De waterstofauto is niet meteen nieuw. Reeds 20 jaar geleden deden Mercedes en GM (via Opel) hiernaar onderzoek en lieten respectievelijk een B Klasse en een Zafira op deze technologie functioneren. Toen namen de noodzakelijke systemen zowat de hele achterpartij van deze monovolumes in beslag, maar alles werkte, het moest alleen verder “geminiaturiseerd” worden. Er werd intussen meermaals overwogen om waterstof in auto’s te gebruiken. BMW en Mazda vervingen bijvoorbeeld de benzine door waterstof in klassieke motoren, die uiteraard enige aanpassingen ondergingen. Maar dat bleek toen niet de te volgen weg voor Mercedes en Opel, of nu voor Toyota en Hyundai.
Brandstofcel
De kenners mogen de volgende passage overslaan, de anderen kunnen nog iets bijleren. Bij Toyota, Hyundai of Honda wordt de waterstof gebruikt in een brandstofcel. Weet dat elektrolyse tot doel heeft waterstof en zuurstof te scheiden door een elektrische stroom door water te sturen. Een brandstofcel doet net het omgekeerde: door een chemische reactie wordt de zuurstof uit de lucht gebonden aan de waterstof uit de tank in de auto, waardoor er elektriciteit ontstaat en er verder enkele waterdamp uit de uitlaat komt. Kortom, een waterstofauto is eigenlijk een elektrisch voertuig dat zijn eigen stroom produceert.

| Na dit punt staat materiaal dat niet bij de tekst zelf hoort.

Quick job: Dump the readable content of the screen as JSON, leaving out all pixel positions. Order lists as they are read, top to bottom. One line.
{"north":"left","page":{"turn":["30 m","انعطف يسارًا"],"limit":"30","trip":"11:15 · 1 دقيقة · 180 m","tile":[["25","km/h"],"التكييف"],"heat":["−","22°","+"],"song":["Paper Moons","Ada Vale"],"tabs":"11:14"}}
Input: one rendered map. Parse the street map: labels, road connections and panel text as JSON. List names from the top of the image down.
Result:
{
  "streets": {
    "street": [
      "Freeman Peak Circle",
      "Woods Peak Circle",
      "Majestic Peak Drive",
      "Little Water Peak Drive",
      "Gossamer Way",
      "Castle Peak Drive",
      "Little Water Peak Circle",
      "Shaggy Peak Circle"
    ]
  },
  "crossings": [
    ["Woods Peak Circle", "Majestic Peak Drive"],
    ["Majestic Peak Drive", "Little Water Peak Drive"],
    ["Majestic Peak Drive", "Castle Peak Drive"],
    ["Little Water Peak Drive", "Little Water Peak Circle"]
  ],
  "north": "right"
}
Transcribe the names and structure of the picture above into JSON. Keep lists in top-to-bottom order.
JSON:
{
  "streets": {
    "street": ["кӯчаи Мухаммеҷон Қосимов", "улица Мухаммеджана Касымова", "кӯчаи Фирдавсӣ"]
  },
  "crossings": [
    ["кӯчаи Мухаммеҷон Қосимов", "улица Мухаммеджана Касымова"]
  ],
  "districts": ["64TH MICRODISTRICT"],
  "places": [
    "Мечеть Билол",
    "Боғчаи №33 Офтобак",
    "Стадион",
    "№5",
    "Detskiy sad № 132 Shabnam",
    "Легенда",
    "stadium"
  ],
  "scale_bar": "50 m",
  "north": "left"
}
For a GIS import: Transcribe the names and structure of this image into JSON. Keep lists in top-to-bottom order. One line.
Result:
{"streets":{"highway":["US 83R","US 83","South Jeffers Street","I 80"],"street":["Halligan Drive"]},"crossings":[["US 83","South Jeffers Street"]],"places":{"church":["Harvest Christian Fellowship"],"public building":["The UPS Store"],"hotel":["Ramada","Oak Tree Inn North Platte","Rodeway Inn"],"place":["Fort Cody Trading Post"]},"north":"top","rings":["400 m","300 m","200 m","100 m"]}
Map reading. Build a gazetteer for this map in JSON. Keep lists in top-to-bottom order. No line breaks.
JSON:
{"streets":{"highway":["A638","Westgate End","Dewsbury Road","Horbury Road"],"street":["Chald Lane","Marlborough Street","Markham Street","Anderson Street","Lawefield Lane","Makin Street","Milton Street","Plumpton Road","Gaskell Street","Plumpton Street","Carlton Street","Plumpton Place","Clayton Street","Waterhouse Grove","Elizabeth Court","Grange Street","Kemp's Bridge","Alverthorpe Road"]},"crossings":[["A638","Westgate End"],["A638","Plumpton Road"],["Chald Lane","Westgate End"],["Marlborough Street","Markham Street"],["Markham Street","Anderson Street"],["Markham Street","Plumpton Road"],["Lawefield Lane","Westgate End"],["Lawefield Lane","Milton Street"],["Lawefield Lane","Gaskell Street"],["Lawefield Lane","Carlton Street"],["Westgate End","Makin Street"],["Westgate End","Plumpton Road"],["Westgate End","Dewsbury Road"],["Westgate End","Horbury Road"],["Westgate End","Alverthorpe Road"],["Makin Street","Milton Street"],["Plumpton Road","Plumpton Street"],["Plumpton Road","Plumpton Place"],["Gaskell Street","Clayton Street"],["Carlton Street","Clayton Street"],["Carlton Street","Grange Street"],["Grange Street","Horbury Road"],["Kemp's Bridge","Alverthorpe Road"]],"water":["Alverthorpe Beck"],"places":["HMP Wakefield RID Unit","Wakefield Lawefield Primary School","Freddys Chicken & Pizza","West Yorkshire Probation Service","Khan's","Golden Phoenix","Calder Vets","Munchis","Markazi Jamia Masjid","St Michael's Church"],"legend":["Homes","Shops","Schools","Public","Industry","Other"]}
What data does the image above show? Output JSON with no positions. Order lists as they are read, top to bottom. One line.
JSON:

Advertentie – lees hieronder verder
Voor- en nadelen
Het belangrijkste voordeel tegenover een elektrisch voertuig is dat de autonomie op waterstof veel groter is. En als de tank leeg is, duurt het slechts 5 minuten om ze weer helemaal te vullen, tegenover verscheidene uren voor een wagen op batterijen. Zijn er nadelen? Jazeker. Vooral het feit dat er nog zeer weinig tankstations voor waterstof zijn, zelfs nog minder dan elektrische laadpunten. In Frankrijk vind je er tussen 20 en 30. In Duitsland zal in 2021 de kaap van 200 stations doorbroken worden. Maar bij ons zijn er slechts 2 op dit moment, al kondigde de Colruyt Groep aan weldra 5 nieuwe tankstations te openen in zijn DATS 24 netwerk, die normaal operationeel zullen zijn tegen juni 2021. Er komt dus schot in de zaak.
Tweede generatie
Vandaag lanceert Toyota de tweede generatie van de Mirai. De eerste dateert van 2016 en was een echte pionier, want nooit voorheen was er een personenwagen met een brandstofcel op de markt. Sindsdien kwam er slechts één vergelijkbare concurrent bij: de SUV Hyundai Nexo, die in 2018 werd gelanceerd. Maar laten we eerlijk zijn, naast het bevoorradingsprobleem door een gebrek aan tankinfrastructuur, had de eerste Mirai nog een serieuze handicap: zijn zeer “bijzondere” look, om het beleefd uit te drukken. Desondanks wist dit model wereldwijd 11.000 kopers te overtuigen, maar toch besefte Toyota dat er voor de definitieve doorbraak van waterstof meer wagens verkocht moesten worden. En daarvoor moest de constructeur zijn product aantrekkelijker maken. Daarom breekt de nieuwe Mirai radicaal met zijn voorganger en neemt nu de trekken aan van een sportieve en stijlvolle berline. Die aanpak komt ook terug in het interieur: de “ruimteschip” look van de eerste Mirai maakte plaats voor een klassiekere en beduidend luxueuzere sfeer. Met uiteraard toptechnologie aan boord, want vind je hier alle mogelijke rijhulpmiddelen en geconnecteerde multimedia uitrusting.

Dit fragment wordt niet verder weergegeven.